Brief ▸ Return, without pictures, the lines from the start of the data through the one that contains "filter:drop-shadow(0 0 1px".

Extracted data ▸
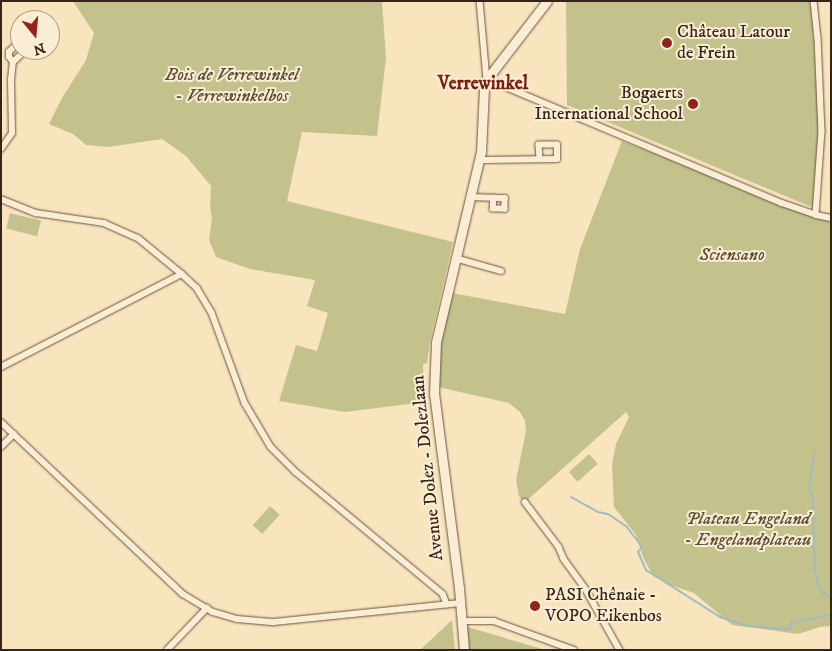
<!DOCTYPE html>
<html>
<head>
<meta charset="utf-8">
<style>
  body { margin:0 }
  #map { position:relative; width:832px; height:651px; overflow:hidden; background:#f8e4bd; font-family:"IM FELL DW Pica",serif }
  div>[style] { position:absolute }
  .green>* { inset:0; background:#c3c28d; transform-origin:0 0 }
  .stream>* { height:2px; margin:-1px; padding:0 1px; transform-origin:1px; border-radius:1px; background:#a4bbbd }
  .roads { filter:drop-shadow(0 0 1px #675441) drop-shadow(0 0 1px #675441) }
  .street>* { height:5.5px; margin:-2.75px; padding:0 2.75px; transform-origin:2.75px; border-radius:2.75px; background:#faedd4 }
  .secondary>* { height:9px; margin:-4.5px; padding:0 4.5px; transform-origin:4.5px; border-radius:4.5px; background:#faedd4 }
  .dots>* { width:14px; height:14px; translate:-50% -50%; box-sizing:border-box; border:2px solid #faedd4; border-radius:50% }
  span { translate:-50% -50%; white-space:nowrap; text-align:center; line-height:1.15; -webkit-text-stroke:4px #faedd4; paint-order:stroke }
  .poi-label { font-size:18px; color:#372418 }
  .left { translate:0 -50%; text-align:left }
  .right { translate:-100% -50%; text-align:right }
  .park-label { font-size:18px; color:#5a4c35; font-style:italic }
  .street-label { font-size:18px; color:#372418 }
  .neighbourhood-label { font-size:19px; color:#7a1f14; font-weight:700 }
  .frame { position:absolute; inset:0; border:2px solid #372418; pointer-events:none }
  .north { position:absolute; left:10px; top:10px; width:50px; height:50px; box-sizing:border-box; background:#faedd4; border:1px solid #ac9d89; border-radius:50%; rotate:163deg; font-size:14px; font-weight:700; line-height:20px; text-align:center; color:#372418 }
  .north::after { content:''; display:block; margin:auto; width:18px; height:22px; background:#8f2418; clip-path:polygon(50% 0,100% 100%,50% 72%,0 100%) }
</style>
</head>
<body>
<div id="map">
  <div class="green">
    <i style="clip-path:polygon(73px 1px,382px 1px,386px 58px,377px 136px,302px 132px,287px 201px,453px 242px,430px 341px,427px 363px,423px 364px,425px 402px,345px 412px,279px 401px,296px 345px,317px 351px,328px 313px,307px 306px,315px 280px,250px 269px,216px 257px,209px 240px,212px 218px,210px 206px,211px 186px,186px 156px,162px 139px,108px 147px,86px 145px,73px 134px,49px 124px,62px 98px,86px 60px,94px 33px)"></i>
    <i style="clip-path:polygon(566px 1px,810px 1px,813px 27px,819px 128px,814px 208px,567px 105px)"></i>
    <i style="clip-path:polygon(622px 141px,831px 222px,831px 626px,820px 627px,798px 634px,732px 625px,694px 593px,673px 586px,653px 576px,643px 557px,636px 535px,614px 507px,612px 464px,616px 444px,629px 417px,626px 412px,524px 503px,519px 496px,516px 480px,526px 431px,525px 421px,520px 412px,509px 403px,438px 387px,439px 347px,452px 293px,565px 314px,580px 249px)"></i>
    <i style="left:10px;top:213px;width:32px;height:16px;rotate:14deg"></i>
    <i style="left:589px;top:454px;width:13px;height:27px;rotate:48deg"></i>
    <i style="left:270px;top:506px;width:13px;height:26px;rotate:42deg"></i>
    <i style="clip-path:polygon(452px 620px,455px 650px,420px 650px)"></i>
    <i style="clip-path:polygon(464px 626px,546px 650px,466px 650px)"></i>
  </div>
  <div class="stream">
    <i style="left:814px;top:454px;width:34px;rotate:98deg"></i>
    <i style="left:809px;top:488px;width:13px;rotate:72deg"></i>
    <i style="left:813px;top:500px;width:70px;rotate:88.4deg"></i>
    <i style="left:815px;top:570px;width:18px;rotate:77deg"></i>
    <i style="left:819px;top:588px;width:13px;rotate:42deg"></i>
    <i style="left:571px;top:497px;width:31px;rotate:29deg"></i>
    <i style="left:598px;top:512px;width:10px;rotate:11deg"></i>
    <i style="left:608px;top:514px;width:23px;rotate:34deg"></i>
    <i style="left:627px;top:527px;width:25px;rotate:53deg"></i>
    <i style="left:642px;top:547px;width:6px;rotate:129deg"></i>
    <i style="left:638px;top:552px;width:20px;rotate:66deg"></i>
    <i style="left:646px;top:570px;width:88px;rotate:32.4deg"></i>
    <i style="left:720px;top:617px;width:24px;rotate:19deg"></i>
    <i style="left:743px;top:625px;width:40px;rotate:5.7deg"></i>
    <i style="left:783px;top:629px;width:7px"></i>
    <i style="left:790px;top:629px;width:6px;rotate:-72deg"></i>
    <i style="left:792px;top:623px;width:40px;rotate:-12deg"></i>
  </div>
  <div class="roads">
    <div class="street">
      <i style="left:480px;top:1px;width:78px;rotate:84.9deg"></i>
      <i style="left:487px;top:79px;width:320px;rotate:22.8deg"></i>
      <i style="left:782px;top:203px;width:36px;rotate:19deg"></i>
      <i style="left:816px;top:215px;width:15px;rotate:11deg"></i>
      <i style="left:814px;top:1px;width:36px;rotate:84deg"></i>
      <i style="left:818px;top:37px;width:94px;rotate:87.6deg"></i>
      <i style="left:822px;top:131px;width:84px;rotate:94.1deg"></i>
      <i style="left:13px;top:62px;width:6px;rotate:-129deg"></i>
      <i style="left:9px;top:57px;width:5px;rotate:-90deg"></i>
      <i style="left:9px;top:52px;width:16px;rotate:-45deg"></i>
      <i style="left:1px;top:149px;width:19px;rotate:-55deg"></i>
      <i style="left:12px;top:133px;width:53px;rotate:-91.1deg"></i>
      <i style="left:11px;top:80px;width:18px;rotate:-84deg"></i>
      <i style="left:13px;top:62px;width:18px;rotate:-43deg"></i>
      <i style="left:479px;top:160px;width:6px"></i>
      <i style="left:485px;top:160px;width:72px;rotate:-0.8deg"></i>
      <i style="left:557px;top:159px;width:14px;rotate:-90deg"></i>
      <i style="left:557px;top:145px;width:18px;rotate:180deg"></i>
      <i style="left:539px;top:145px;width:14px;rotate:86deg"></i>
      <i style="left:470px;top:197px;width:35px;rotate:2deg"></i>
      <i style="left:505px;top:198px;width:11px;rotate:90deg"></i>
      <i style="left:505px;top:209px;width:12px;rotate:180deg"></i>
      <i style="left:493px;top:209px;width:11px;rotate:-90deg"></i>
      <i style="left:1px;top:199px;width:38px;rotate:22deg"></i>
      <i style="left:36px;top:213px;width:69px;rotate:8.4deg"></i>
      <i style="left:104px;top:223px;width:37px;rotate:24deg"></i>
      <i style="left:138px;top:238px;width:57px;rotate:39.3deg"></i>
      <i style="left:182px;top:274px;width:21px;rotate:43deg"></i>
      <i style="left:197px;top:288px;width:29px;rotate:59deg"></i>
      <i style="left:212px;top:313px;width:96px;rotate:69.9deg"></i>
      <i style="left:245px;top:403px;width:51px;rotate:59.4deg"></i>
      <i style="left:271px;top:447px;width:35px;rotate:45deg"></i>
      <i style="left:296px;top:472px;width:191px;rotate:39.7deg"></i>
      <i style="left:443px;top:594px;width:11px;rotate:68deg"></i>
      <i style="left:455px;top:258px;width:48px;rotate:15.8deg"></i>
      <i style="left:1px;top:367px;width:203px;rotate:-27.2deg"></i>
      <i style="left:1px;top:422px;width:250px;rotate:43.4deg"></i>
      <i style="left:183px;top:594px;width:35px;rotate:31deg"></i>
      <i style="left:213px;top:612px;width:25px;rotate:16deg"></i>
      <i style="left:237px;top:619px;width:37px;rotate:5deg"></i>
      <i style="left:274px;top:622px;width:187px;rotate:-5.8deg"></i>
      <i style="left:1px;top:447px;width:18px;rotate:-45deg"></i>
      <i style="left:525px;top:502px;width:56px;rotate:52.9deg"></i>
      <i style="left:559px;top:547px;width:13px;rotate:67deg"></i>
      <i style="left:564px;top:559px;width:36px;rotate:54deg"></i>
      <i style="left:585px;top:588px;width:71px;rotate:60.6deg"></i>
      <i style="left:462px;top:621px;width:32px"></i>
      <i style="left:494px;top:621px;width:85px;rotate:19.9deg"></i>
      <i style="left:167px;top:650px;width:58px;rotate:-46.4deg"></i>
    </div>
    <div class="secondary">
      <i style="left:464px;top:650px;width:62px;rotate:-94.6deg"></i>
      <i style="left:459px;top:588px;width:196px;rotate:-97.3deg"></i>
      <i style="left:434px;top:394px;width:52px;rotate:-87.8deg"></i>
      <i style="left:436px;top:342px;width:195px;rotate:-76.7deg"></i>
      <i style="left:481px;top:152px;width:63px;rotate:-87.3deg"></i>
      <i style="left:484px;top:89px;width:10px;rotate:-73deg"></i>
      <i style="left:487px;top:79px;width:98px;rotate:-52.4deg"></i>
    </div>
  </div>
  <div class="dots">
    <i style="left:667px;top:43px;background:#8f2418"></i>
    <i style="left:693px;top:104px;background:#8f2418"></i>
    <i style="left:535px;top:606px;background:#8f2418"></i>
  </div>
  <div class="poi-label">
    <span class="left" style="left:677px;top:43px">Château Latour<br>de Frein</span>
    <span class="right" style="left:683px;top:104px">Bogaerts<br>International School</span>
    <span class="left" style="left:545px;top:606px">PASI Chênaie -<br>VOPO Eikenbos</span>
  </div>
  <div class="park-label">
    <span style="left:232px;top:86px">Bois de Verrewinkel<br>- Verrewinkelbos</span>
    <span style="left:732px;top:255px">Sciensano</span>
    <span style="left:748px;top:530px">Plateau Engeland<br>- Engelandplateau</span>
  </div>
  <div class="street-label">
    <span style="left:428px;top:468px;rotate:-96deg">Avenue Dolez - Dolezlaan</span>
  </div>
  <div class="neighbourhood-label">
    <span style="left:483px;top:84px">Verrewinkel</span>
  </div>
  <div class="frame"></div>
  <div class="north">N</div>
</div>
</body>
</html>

Completed task ▸
<!DOCTYPE html>
<html>
<head>
<meta charset="utf-8">
<style>
  body { margin:0 }
  #map { position:relative; width:832px; height:651px; overflow:hidden; background:#f8e4bd; font-family:"IM FELL DW Pica",serif }
  div>[style] { position:absolute }
  .green>* { inset:0; background:#c3c28d; transform-origin:0 0 }
  .stream>* { height:2px; margin:-1px; padding:0 1px; transform-origin:1px; border-radius:1px; background:#a4bbbd }
  .roads { filter:drop-shadow(0 0 1px #675441) drop-shadow(0 0 1px #675441) }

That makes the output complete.